Penny Stocks are stocks that trade at a low price and have a low market capitalisation. Penny stocks are also popularly known as nano-cap stocks, micro-cap stocks, and small-cap stocks, depending on the company’s market capitalisation. Market capitalisation is calculated by multiplying market price of a share by outstanding shares of a company.
Investing in penny stock can give huge returns in a small amount of time but at the same time, the investor may lose the entire capital in an equally short period because of its high risk high return characteristic. Therefore, it is important to choose penny stocks with great caution and after studying the fundamental aspects of the issuing company.
Low Pricing: Penny stocks generally trade below Rs10 in India. So the investor can purchase a substantial quantity of stock units with a small amount of investment.

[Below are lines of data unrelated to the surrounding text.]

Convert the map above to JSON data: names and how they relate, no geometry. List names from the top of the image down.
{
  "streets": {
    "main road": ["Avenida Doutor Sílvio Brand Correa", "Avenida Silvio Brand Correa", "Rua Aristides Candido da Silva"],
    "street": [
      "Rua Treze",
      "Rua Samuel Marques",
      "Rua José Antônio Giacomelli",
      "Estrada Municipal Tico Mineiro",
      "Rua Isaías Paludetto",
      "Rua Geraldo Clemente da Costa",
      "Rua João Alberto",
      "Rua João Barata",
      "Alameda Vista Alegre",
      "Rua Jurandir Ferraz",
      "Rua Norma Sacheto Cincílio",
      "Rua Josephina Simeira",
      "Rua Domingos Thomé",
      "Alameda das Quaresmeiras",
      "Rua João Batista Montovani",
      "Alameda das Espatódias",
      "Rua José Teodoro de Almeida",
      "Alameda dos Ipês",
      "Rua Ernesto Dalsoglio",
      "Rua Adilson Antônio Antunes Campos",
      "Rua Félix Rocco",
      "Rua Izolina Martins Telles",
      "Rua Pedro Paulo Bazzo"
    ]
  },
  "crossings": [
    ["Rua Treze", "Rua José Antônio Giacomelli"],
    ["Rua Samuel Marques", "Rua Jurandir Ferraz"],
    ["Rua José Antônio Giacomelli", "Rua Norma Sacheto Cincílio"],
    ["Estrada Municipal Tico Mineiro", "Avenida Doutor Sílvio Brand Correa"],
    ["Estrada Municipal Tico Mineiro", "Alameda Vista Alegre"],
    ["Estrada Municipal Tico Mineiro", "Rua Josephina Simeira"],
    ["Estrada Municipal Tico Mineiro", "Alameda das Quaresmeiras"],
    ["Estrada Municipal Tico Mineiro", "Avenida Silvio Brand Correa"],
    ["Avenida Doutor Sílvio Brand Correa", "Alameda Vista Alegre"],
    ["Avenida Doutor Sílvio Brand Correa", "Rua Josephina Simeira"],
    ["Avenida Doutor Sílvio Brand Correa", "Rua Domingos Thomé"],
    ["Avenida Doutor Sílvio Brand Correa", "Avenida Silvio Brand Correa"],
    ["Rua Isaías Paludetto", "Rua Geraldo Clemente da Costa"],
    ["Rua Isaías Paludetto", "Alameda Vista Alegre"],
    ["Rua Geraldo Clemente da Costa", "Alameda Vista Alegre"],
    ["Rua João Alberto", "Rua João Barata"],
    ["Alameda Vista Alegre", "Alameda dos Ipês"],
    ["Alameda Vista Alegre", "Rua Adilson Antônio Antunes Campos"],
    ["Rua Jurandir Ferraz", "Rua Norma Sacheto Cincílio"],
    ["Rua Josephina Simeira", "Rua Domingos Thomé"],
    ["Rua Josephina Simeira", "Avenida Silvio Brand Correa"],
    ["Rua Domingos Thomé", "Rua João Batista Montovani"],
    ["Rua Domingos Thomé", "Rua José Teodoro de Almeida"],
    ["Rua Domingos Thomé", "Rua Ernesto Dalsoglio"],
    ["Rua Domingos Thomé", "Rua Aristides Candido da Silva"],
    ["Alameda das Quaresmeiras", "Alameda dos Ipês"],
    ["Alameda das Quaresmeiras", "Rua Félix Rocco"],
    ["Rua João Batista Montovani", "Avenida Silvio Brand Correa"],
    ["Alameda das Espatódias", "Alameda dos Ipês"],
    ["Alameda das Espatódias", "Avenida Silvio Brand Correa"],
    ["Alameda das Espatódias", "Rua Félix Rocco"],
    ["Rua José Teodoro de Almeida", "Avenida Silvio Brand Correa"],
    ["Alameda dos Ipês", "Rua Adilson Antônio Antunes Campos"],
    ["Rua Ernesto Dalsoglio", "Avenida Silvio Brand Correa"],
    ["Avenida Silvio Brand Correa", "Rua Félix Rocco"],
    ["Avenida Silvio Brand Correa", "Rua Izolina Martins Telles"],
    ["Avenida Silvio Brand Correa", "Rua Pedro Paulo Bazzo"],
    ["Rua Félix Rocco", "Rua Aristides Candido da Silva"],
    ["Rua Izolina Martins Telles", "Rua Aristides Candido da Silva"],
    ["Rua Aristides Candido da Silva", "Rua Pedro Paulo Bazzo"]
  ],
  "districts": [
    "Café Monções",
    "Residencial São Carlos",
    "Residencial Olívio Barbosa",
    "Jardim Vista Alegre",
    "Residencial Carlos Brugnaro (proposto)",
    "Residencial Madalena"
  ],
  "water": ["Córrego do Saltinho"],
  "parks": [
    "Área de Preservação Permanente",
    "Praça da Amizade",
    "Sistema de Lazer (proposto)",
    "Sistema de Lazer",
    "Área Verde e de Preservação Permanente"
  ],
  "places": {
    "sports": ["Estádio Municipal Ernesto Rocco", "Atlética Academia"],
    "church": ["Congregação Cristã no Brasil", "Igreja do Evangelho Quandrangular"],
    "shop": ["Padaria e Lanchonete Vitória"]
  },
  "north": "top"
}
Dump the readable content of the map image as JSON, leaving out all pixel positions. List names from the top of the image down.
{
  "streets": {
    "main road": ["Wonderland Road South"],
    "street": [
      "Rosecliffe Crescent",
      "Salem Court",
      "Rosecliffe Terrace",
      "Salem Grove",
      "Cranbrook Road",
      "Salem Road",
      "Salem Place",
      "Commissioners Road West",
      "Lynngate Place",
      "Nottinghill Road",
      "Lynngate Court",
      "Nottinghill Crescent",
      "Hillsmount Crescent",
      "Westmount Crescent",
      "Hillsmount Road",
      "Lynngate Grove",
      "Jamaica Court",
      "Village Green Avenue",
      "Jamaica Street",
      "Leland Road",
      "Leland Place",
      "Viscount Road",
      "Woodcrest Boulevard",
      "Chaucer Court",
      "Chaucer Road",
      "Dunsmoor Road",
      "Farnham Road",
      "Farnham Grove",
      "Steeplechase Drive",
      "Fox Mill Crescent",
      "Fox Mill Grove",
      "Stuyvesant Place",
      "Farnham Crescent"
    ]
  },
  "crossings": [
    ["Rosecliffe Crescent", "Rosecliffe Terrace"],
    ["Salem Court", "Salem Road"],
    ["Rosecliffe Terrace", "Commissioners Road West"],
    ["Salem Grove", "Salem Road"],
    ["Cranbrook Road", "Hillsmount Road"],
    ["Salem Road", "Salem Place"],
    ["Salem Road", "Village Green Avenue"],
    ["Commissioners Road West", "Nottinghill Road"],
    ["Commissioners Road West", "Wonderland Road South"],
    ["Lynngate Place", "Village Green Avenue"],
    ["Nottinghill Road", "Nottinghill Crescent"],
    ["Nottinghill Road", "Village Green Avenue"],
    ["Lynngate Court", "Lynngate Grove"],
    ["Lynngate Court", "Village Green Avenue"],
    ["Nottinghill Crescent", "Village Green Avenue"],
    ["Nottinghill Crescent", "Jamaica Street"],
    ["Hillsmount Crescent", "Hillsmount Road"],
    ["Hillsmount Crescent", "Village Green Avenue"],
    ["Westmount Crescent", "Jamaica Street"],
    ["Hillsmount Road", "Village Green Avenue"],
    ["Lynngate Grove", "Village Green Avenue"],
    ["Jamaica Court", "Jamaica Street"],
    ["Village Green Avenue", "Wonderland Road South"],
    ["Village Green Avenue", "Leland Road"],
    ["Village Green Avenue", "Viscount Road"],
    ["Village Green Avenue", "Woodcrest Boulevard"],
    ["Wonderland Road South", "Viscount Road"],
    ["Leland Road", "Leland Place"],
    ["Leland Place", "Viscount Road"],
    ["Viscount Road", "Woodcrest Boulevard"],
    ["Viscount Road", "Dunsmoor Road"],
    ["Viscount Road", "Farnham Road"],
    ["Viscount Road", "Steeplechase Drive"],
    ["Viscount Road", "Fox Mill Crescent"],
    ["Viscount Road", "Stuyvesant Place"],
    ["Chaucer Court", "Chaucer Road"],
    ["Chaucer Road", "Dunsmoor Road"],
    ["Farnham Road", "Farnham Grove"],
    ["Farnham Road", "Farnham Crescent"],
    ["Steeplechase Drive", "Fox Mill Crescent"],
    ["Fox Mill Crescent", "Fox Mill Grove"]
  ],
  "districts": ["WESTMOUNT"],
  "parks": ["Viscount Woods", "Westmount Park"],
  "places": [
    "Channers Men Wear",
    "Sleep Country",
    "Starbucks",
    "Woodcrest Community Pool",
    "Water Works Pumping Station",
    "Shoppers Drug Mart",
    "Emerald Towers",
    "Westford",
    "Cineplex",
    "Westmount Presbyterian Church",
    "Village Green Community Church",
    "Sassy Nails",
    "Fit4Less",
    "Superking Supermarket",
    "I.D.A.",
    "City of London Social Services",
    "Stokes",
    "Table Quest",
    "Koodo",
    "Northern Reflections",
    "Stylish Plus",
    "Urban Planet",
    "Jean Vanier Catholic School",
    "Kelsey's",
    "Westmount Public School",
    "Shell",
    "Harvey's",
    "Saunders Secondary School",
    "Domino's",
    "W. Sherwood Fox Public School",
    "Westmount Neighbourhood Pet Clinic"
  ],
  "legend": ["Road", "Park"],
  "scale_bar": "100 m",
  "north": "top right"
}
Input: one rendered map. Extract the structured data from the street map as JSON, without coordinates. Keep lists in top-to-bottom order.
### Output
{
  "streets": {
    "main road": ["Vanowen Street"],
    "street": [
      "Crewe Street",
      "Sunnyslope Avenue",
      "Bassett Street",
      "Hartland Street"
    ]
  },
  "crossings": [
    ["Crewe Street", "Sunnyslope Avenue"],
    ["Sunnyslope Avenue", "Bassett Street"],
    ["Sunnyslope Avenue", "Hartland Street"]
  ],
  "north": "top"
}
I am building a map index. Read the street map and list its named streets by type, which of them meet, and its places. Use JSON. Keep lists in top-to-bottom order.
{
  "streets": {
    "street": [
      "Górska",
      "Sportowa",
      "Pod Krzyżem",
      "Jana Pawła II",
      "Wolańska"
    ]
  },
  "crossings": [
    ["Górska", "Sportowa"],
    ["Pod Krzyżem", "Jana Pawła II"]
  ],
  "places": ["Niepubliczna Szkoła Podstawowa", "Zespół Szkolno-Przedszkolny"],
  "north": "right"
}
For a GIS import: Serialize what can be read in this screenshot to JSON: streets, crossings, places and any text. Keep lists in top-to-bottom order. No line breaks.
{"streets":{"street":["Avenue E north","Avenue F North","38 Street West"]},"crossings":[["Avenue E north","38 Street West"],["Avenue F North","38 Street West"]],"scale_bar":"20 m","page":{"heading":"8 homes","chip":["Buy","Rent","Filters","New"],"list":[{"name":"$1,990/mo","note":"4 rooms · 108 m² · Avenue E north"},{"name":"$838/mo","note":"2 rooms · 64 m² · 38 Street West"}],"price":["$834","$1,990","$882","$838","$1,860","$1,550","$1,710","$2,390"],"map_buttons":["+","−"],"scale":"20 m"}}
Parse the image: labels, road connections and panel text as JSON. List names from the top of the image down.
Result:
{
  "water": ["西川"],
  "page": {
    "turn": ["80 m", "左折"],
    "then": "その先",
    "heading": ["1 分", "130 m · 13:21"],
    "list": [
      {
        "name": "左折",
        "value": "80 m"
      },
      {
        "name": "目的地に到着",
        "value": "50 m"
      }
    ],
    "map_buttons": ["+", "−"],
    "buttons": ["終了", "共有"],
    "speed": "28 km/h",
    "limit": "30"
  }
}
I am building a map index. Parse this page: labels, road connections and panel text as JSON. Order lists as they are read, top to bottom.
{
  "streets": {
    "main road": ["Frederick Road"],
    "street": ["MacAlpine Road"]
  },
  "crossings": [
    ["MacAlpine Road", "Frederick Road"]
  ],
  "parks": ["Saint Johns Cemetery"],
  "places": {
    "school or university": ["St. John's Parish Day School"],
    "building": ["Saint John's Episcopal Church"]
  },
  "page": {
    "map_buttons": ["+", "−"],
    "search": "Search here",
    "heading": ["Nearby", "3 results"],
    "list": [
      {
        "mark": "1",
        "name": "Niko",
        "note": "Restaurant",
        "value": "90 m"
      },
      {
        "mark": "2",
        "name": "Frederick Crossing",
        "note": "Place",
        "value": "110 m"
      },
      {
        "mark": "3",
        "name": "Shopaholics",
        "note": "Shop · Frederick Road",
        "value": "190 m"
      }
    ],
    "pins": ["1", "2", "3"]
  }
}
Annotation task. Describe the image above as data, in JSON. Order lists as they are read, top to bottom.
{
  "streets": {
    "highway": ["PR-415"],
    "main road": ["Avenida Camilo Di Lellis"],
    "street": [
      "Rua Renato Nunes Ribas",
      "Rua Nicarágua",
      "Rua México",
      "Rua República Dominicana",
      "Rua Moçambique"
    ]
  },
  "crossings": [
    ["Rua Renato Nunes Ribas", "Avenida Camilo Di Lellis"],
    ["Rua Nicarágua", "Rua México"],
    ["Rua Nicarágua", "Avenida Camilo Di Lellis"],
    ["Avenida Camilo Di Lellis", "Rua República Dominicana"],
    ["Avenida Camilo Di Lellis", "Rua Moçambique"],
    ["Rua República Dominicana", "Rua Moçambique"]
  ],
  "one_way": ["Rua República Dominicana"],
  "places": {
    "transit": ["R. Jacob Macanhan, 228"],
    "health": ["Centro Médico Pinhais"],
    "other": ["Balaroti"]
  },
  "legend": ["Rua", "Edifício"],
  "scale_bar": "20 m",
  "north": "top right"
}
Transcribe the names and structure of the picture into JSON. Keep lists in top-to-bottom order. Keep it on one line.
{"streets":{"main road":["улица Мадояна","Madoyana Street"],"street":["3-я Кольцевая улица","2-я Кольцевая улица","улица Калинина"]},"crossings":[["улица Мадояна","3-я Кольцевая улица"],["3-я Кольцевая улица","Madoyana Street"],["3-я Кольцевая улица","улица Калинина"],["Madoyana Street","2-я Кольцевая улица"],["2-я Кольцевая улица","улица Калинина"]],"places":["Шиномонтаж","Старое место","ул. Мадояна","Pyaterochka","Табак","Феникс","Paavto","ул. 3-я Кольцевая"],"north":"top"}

Low Volume less liquidity: Several Penny stocks generally trade at low volume means if an investor wants to sell and come out of the investment, there might not be any buyers. This means the stocks are generally illiquid.
Wide bid-ask spread: The bid-ask spread is very high in penny stocks that make it very difficult to sell one’s shares at the desired price.
High Risk High Return: These stocks provide much higher returns compared to other forms of securities. As such shares are issued by small and micro-cap companies, they have huge growth potential. Consequently, penny stocks are risky, given its intensity of response to market fluctuations.
Unpredictable Pricing: Penny stocks sometimes might not attract adequate pricing during the sale. It might result in a low profit or a loss-making investment. Similarly, these stocks could also attract a price significantly higher than the buying price; therefore, resulting in a magnificent profit.
Risk associated with Investing in Penny Stocks
Lack of information: The market information of these companies is not easily available as compared to big companies. Information related to management, financials, history and future plans needs to be known before deciding whether to invest in the company or not. The lack of such information makes it more difficult to select penny stocks for investing. Therefore, they are considered to be riskier than other forms of investment.
Higher Chances of Scams: As the penny stocks generally trade at a very low price and volumes. It usually becomes easy to bring about changes in their prices very quickly and relatively with a small amount of capital. Historically, there have been pump and dump scams where some people have manipulated to increase the prices of stocks. When the bubble burst, many investors have got their hands burnt. The only ones to make profit out of them are those who buy stocks at a very low price and decides to exit at high peak prices.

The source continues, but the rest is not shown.